En revanche, la distinction entre rémunération et complément de salaire conserve toute son importance lorsqu’on s’intéresse au rôle de chaque acteur. L’Assurance Maladie ne verse jamais directement la prime Ségur : elle verse des indemnités journalières calculées sur un salaire de référence qui inclut cette prime. L’employeur, lui, reste le seul débiteur de la prime Ségur et du maintien éventuel du salaire net (ou brut) pendant l’arrêt, conformément à la loi et à votre convention collective. Lorsque l’on vous répond que « c’est la CPAM qui vous verse la prime Ségur », il s’agit donc, juridiquement, d’un raccourci inexact : la CPAM prend en compte la prime dans le calcul de vos droits, mais elle ne devient pas pour autant le payeur de cette prime.

Les arrêtés ministériels du 8 juillet 2020 et du 13 juillet 2020 définissant les bénéficiaires

La mise en place de la prime Ségur repose notamment sur deux textes clés : l’arrêté du 8 juillet 2020 relatif à la revalorisation de certaines rémunérations dans la fonction publique hospitalière et l’arrêté du 13 juillet 2020 concernant le secteur médico-social. Ces textes listent précisément les catégories de professionnels éligibles au Complément de Traitement Indiciaire (CTI) de 49 points pour les agents publics, ainsi que les structures concernées (hôpitaux, EHPAD, établissements pour personnes handicapées, SSIAD, etc.). Ils constituent la base juridique qui permet de déterminer si vous avez droit, ou non, à la prime Ségur selon votre statut, votre employeur et votre lieu d’exercice.

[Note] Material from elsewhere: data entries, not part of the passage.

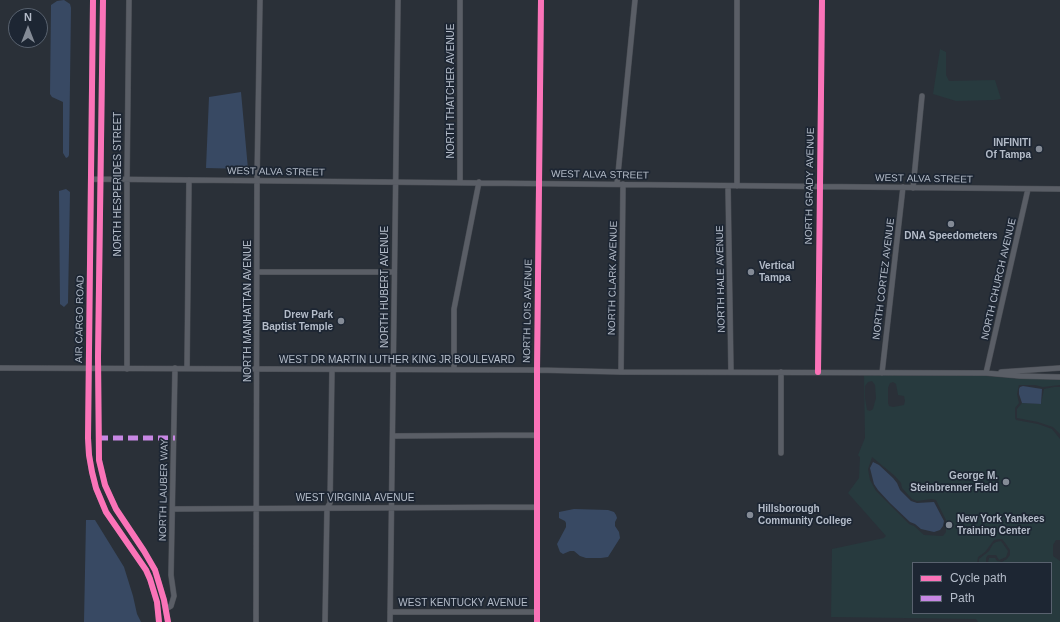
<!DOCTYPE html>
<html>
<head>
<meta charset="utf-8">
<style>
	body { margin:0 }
	#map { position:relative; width:1060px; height:622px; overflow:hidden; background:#2a3038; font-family:Arial,sans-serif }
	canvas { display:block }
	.legend { position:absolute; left:912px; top:562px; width:140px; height:52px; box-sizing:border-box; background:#1d2633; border:1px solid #59626f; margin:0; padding:5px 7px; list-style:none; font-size:12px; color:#b4bcc9 }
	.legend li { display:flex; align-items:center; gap:8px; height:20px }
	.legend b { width:20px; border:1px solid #59626f }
	.north { position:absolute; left:8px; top:8px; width:40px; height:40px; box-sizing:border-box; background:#1d2633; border:1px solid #59626f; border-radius:50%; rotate:0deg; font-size:11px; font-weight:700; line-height:16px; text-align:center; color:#b4bcc9 }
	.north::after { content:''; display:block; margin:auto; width:14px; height:18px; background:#848b96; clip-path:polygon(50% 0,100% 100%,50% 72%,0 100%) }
</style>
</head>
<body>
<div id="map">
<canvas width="1060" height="622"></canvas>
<ul class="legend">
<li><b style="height:5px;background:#fb73b8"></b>Cycle path</li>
<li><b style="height:5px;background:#c787e3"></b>Path</li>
</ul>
<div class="north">N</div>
</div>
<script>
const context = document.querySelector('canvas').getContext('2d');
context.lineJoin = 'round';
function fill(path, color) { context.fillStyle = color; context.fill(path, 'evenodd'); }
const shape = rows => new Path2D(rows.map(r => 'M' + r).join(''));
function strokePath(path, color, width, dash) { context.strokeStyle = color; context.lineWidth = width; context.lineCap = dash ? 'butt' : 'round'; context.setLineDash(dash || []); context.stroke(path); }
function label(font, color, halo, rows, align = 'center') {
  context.font = font + ' Arial,sans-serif'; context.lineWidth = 3.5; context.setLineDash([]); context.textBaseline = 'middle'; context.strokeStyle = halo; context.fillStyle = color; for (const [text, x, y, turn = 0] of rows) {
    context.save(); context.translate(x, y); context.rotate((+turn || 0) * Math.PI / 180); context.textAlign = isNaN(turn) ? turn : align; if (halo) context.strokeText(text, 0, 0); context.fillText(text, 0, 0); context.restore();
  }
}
fill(shape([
	[940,49,946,52,946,75,949,81,995,80,1001,99,994,100,956,101,933,94],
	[864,375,986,376,1022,379,1060,379,1060,385,1043,387,1035,385,1019,385,1017,394,1019,403,1015,408,1015,418,1016,420,1038,424,1052,429,1060,439,1060,540,1056,540,1053,545,1053,556,1060,561,1060,622,978,622,976,619,831,617,832,549,884,538,886,536,848,493,859,478,860,457,858,455,865,438],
	[872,381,875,385,876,398,873,409,870,411,867,410,865,398,865,386,868,382],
	[893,382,896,384,898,395,904,396,905,401,904,405,893,407,889,406,888,403,888,388,890,383],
	[872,457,895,476,901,483,902,488,912,499,917,501,932,499,936,500,946,520,946,532,943,536,924,535,914,526,909,524,876,491,870,480,868,469],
	[998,539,1002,539,1006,544,1010,550,1010,555,1007,559,1002,562,997,561,995,558,989,558,988,563,1051,563,1051,613,913,613,913,563,977,563,978,557,985,552,994,540],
	[1054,387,1060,387,1060,434,1053,427,1038,422,1017,418,1017,409,1022,403,1041,404,1044,389],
	[1001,541,1008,551,1006,557,999,560,996,555,988,555,986,558,986,563,979,563,979,559,989,551,993,544,996,542]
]), '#273a3e');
fill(shape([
	[64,0,70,4,71,8,69,155,68,157,66,158,63,153,63,102,52,97,50,94,51,5,57,1],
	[241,92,248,169,206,168,209,97],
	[66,189,70,192,68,303,64,307,60,304,59,191],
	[1023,386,1042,389,1041,404,1022,403,1019,394,1019,389,1020,387],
	[873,462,879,465,893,478,897,483,900,490,911,501,917,503,934,502,944,521,943,526,940,530,934,532,921,529,915,524,910,522,890,503,878,490,874,484,870,468],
	[574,509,608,510,614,512,616,515,617,518,615,522,615,526,619,532,620,538,608,557,601,558,586,558,580,556,574,551,570,551,563,554,560,552,557,544,566,527,566,523,565,521,559,518,559,512],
	[86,520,95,520,124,567,133,596,137,614,141,622,84,622]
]), '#384963');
const minor = shape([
	[93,0,88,438,89,455,92,472,96,488,106,512,146,570,150,579,157,602,159,622],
	[103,0,98,357,99,460,105,485,116,509,144,551,155,570,164,600,168,622],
	[92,179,1060,189],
	[460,182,460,0],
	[617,184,635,0],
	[728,186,731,372],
	[737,186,737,0],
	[913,188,922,96],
	[257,272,394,272],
	[0,368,537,370,621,372,986,373,1020,376,1060,377],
	[187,368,189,180],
	[127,369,127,179,129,0],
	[454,369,454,309,479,182],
	[621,372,623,184],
	[781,372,781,453],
	[818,372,822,0],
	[1001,372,1060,368],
	[882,373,903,187],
	[986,373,1028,189],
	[393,436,537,435],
	[173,509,537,507],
	[166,609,171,606,174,596,171,575,175,368],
	[390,612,537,612],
	[256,622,257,180,260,0],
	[325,622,327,508,330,503,332,369],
	[390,622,398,0],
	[537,622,537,370,541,0]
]);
strokePath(minor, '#484c53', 6);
strokePath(minor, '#5a5e66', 5);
strokePath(shape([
	[98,438,175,438]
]), '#c787e3', 5, [10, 5]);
strokePath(shape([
	[93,0,88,438,89,455,92,472,96,488,106,512,146,570,150,579,157,602,159,622],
	[103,0,98,357,99,460,105,485,116,509,144,551,155,570,164,600,168,622],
	[818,372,822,0],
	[537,622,537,370,541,0]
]), '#fb73b8', 6);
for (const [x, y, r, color] of [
	[1039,149,4,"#848b96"],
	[951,224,4,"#848b96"],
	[751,272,4,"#848b96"],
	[341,321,4,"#848b96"],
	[1006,482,4,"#848b96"],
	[750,515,4,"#848b96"],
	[949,525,4,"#848b96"]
]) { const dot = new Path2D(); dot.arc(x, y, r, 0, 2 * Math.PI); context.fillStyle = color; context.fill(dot); strokePath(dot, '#1d2633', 1.5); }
label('10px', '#b4bcc9', '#1d2633', [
	["NORTH THATCHER AVENUE",451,91,-90],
	["WEST ALVA STREET",276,172,1],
	["WEST ALVA STREET",600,175,1],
	["WEST ALVA STREET",924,179,1],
	["NORTH HESPERIDES STREET",118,184,-90],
	["NORTH GRADY AVENUE",810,186,-89],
	["NORTH CLARK AVENUE",613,278,-89],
	["NORTH HALE AVENUE",721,279,-91],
	["NORTH CORTEZ AVENUE",884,279,-83],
	["NORTH CHURCH AVENUE",999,279,-77],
	["NORTH HUBERT AVENUE",385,287,-90],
	["NORTH MANHATTAN AVENUE",248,311,-90],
	["NORTH LOIS AVENUE",528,311,-89],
	["AIR CARGO ROAD",80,319,-89],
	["WEST DR MARTIN LUTHER KING JR BOULEVARD",397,360],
	["NORTH LAUBER WAY",164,490,-89],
	["WEST VIRGINIA AVENUE",355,498],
	["WEST KENTUCKY AVENUE",463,603]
]);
label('bold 10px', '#b4bcc9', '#1d2633', [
	["INFINITI",1031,143],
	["Of Tampa",1031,155],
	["DNA Speedometers",951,236,"center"],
	["Vertical",759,266,"left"],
	["Tampa",759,278,"left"],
	["Drew Park",333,315],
	["Baptist Temple",333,327],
	["George M.",998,476],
	["Steinbrenner Field",998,488],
	["Hillsborough",758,509,"left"],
	["Community College",758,521,"left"],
	["New York Yankees",957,519,"left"],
	["Training Center",957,531,"left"]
], 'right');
</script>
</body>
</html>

Pour les salariés du secteur privé non lucratif (conventions collectives de type FEHAP 51, FPH, ou encore CCN 66), la traduction du Ségur se fait à travers des avenants conventionnels et des mesures de revalorisation salariale financées par l’Assurance Maladie et la CNSA. Là encore, les textes de référence ont vocation à intégrer ces revalorisations dans le salaire conventionnel, et non à les traiter comme un bonus isolé. Cette intégration dans le salaire de base ou dans un complément permanent est déterminante : en cas d’accident de travail, ce sont ces éléments qui sont pris en compte par la CPAM pour calculer les indemnités journalières, sur la base de l’attestation de salaire transmise par l’employeur. Si votre établissement applique les arrêtés Ségur, la revalorisation doit donc logiquement se refléter dans vos droits en cas d’arrêt.

L’application du principe de maintien de salaire en arrêt de travail

Le droit français repose sur un principe général : lorsque l’arrêt de travail ouvre droit à un maintien de salaire par l’employeur (en tout ou partie), ce maintien doit porter sur l’ensemble des éléments de rémunération habituels, y compris les primes permanentes comme la prime Ségur. Ce principe, issu à la fois du Code du travail, du Code de la sécurité sociale et des conventions collectives, a été confirmé à de nombreuses reprises par la Cour de cassation : une prime intégrée au salaire, versée de façon régulière et non liée à des performances ponctuelles, doit être prise en compte dans le calcul du maintien de salaire. La prime Ségur, conçue comme une revalorisation structurelle des métiers du soin, entre typiquement dans cette catégorie.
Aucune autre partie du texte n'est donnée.